• Required action: Each time a line of the listing holds "Primary", copy that line.

• Input:
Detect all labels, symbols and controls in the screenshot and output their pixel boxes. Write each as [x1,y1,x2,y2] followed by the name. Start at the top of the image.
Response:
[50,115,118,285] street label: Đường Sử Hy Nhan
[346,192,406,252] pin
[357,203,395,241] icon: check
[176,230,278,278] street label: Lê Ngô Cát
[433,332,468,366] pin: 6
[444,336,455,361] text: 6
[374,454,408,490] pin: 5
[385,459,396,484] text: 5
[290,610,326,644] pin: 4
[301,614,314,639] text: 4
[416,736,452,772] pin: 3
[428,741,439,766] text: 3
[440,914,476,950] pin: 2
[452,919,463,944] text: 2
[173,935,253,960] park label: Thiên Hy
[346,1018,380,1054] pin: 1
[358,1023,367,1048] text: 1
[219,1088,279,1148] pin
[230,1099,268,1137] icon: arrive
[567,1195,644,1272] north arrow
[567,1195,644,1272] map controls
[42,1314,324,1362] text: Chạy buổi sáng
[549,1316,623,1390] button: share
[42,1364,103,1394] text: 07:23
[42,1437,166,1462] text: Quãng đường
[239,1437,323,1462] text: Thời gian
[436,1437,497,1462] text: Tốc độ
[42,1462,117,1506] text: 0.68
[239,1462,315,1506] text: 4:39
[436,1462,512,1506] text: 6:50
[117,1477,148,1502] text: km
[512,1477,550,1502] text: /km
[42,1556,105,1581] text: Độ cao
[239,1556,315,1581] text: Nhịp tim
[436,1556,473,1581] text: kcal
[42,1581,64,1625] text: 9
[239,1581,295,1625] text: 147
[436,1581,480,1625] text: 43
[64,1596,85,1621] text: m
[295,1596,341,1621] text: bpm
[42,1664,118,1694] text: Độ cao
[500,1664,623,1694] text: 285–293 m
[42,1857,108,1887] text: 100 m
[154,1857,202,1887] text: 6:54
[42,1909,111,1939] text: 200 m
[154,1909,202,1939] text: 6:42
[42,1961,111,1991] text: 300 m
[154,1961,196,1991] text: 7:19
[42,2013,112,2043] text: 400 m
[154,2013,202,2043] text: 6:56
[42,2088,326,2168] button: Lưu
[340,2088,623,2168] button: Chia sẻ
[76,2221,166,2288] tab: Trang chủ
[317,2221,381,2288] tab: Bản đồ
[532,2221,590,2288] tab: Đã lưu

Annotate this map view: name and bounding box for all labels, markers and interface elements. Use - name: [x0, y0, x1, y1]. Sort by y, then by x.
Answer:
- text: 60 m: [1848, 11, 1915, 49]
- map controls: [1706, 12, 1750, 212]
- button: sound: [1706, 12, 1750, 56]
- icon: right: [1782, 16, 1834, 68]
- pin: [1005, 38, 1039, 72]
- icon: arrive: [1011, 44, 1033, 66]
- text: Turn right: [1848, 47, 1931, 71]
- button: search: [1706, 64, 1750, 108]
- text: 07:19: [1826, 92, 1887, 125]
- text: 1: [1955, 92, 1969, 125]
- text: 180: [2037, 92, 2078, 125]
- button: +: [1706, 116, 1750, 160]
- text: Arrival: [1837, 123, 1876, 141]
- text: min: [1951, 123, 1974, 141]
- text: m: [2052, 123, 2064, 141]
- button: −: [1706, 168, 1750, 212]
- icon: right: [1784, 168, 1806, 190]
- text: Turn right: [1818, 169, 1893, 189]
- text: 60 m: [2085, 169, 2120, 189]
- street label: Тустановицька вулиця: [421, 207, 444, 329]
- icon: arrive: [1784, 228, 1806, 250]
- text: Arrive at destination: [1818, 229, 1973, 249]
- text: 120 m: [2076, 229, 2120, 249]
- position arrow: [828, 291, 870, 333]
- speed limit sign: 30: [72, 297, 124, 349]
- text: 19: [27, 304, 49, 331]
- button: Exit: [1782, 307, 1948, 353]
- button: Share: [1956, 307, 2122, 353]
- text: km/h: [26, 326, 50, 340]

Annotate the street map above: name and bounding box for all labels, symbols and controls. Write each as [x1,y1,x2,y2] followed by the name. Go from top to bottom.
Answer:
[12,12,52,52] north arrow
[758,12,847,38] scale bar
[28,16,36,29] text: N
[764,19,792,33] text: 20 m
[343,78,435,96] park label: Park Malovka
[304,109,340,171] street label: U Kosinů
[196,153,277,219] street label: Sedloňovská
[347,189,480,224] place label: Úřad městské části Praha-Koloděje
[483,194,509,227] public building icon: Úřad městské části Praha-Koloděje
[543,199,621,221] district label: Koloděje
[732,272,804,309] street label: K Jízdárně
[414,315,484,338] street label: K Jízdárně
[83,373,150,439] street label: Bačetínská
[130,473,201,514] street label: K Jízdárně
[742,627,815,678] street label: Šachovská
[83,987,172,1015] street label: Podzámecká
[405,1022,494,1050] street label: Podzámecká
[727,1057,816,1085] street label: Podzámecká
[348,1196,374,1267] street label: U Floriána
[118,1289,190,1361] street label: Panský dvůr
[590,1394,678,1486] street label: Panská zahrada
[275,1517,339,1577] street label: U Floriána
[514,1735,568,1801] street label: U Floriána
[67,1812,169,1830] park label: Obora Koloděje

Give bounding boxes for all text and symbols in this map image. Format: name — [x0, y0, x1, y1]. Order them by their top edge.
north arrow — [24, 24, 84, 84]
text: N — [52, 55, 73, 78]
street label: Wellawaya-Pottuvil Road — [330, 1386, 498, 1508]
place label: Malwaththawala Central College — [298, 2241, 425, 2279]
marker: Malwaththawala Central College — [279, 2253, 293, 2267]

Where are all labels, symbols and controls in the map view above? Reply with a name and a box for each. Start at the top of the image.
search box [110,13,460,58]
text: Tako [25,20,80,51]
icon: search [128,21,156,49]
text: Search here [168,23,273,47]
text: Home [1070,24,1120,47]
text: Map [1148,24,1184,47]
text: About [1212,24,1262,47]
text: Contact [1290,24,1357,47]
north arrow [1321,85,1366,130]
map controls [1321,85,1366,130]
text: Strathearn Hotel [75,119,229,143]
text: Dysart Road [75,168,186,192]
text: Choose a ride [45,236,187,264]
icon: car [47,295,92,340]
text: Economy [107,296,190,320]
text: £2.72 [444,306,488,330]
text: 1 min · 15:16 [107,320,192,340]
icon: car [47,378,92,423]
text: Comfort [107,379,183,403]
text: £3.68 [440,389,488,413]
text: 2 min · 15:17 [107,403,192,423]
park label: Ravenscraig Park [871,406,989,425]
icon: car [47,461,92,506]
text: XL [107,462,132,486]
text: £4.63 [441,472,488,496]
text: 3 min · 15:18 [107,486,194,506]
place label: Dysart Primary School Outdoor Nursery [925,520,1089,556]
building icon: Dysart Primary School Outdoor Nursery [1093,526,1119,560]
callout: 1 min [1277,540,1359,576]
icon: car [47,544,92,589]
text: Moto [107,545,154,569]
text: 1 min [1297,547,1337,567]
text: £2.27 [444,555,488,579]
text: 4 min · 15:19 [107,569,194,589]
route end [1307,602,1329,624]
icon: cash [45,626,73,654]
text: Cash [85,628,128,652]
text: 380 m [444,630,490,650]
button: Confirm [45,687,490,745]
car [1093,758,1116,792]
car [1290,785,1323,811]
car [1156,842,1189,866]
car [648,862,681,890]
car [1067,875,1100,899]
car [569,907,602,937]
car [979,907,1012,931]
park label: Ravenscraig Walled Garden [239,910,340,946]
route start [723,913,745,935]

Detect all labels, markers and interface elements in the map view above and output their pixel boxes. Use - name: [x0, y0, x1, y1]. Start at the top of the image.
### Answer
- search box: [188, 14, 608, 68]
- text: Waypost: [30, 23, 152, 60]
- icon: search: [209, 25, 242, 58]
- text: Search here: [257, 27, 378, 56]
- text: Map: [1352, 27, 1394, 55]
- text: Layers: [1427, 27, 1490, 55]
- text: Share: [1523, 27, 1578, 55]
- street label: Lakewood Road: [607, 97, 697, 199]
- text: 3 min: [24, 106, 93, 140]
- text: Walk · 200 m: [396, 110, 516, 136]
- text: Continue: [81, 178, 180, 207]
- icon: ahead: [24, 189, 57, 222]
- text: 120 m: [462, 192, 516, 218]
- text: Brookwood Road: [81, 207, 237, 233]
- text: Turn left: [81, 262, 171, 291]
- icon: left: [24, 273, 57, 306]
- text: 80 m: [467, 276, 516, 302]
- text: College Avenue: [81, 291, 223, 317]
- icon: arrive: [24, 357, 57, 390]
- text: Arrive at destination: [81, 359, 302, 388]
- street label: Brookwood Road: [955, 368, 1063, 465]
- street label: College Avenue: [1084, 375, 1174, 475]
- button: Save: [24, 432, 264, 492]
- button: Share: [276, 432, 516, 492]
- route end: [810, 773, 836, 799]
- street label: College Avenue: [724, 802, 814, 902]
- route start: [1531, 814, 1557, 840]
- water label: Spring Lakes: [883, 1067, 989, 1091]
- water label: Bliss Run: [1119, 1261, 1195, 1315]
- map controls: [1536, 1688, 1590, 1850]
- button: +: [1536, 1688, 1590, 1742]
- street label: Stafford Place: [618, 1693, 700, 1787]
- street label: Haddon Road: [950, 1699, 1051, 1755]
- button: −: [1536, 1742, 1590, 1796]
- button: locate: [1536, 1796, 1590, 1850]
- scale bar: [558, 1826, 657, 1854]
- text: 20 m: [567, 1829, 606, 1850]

• Solution to this exercise:
place label: Dysart Primary School Outdoor Nursery [925,520,1089,556]
building icon: Dysart Primary School Outdoor Nursery [1093,526,1119,560]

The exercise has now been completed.